- [EXERCISE DETAILS] Copy every line in the listing that contains "Radisson".

Start of AVAILABLE DATA

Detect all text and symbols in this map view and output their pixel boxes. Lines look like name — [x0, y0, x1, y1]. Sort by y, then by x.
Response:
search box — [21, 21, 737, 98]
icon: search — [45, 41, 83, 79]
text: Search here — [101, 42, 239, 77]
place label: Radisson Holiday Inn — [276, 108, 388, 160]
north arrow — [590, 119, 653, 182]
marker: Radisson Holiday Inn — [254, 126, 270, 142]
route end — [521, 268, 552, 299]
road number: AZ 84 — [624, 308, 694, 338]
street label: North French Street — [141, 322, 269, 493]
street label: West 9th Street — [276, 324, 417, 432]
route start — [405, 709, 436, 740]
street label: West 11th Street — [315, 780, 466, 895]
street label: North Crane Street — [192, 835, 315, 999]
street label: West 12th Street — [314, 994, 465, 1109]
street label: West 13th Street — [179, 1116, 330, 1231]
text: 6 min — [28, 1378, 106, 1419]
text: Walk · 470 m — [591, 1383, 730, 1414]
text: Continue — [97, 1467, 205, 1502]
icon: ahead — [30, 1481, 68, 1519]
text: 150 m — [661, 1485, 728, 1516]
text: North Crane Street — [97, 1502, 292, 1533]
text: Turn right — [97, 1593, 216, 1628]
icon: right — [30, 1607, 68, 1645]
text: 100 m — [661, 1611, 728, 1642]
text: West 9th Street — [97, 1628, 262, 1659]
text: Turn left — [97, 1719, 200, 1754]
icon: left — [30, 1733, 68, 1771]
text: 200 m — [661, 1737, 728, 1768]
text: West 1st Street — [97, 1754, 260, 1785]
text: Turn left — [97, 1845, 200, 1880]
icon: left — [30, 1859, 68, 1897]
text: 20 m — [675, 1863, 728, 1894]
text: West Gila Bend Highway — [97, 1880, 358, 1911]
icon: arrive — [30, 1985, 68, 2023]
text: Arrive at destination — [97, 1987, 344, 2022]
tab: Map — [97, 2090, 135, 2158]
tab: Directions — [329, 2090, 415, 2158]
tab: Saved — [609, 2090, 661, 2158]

End of AVAILABLE DATA

- [SOLUTION FOR THIS TASK]
place label: Radisson Holiday Inn — [276, 108, 388, 160]
marker: Radisson Holiday Inn — [254, 126, 270, 142]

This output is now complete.